• REQUIREMENT: Below are records; please give the number of their lines that contain the string "JSON", and only that number.

• MATERIAL SHOWN:

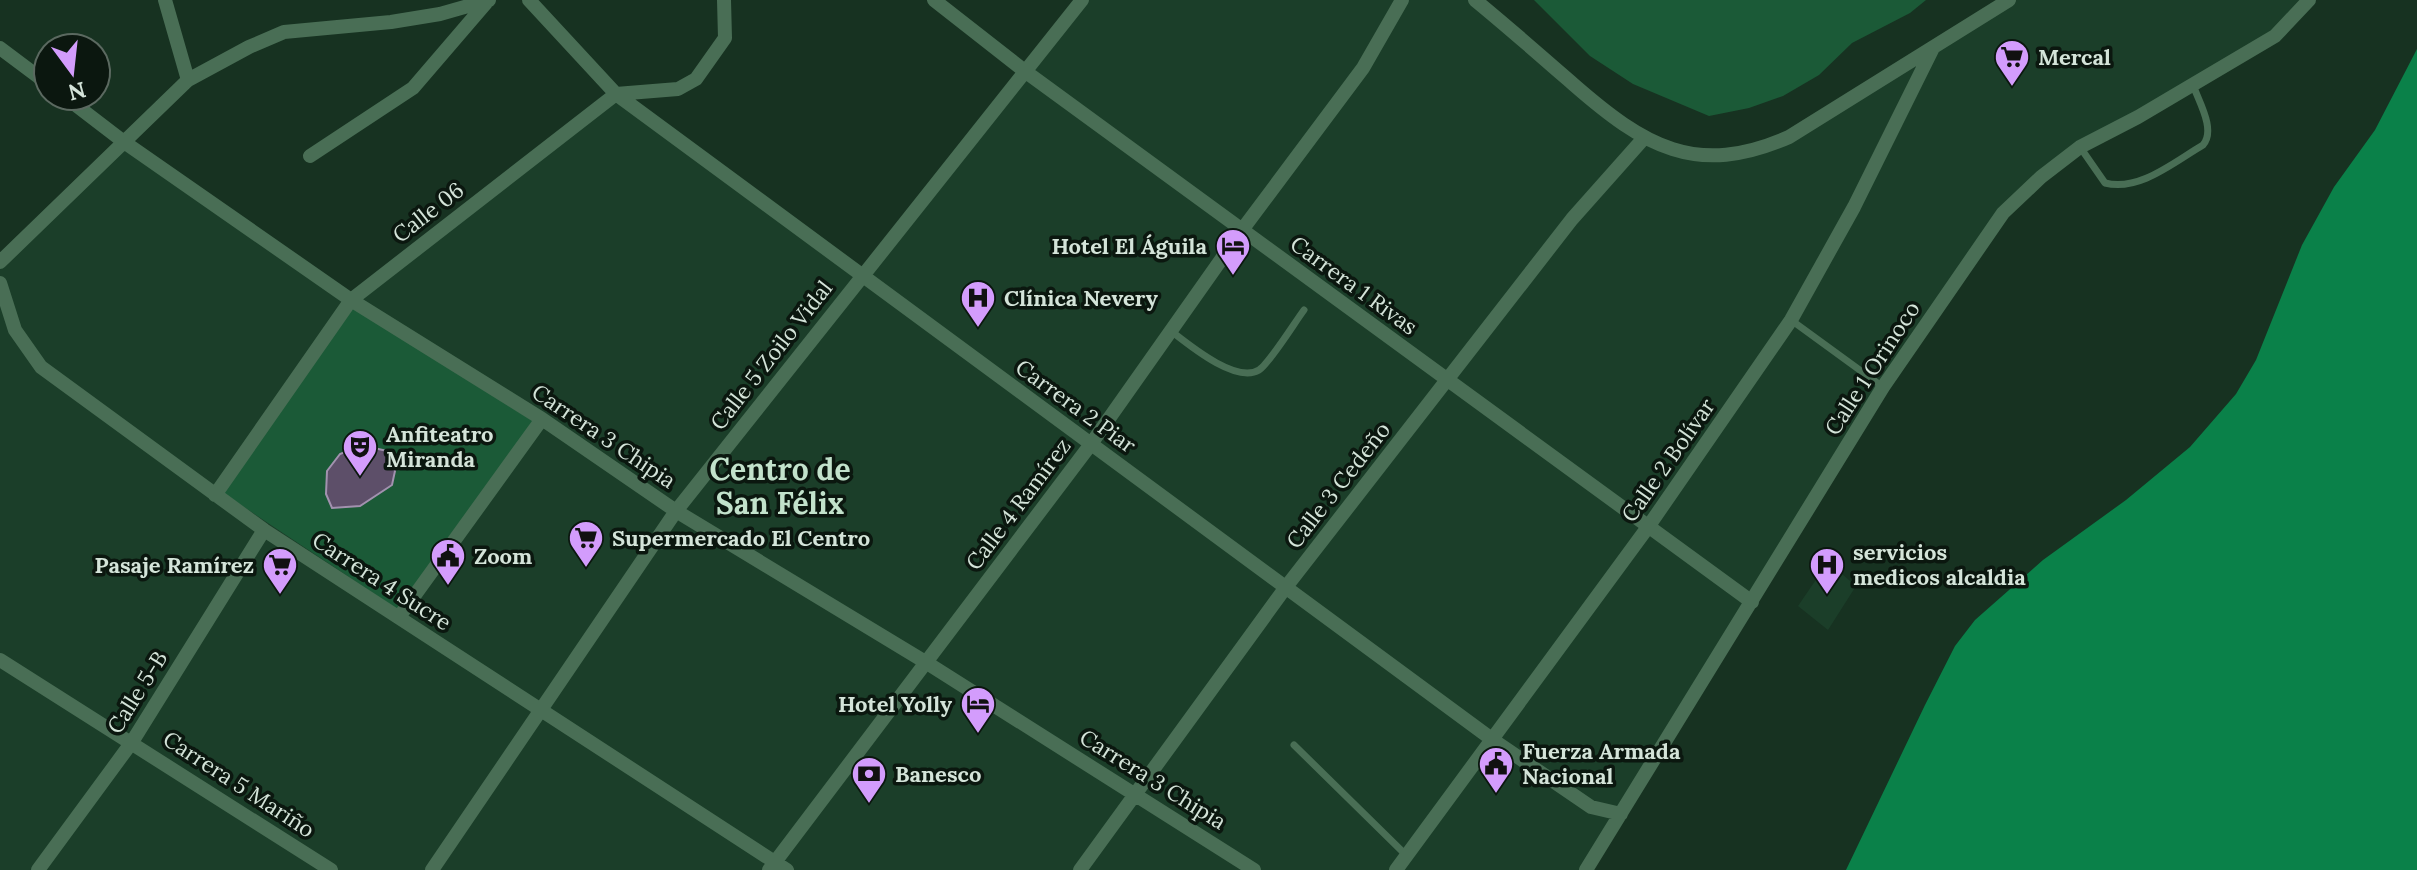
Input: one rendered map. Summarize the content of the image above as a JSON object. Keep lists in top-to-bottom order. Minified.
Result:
--
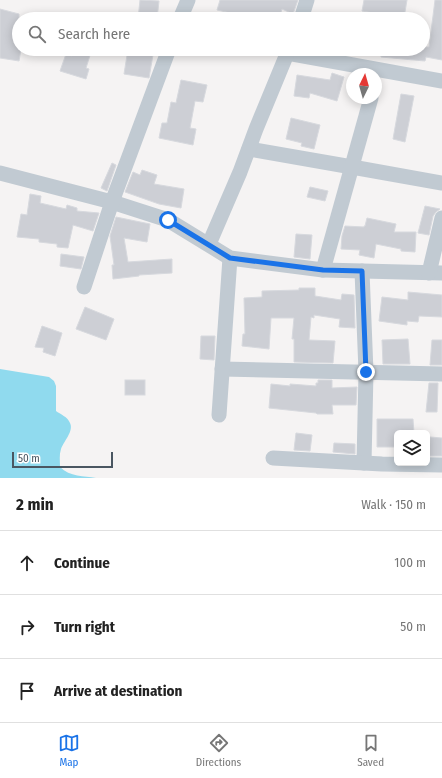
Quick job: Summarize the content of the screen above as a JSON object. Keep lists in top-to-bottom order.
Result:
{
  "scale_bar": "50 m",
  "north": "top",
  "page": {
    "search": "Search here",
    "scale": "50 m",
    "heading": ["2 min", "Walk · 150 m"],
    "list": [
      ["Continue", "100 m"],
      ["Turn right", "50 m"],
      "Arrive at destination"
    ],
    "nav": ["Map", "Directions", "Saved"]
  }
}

• WORKED SOLUTION: 2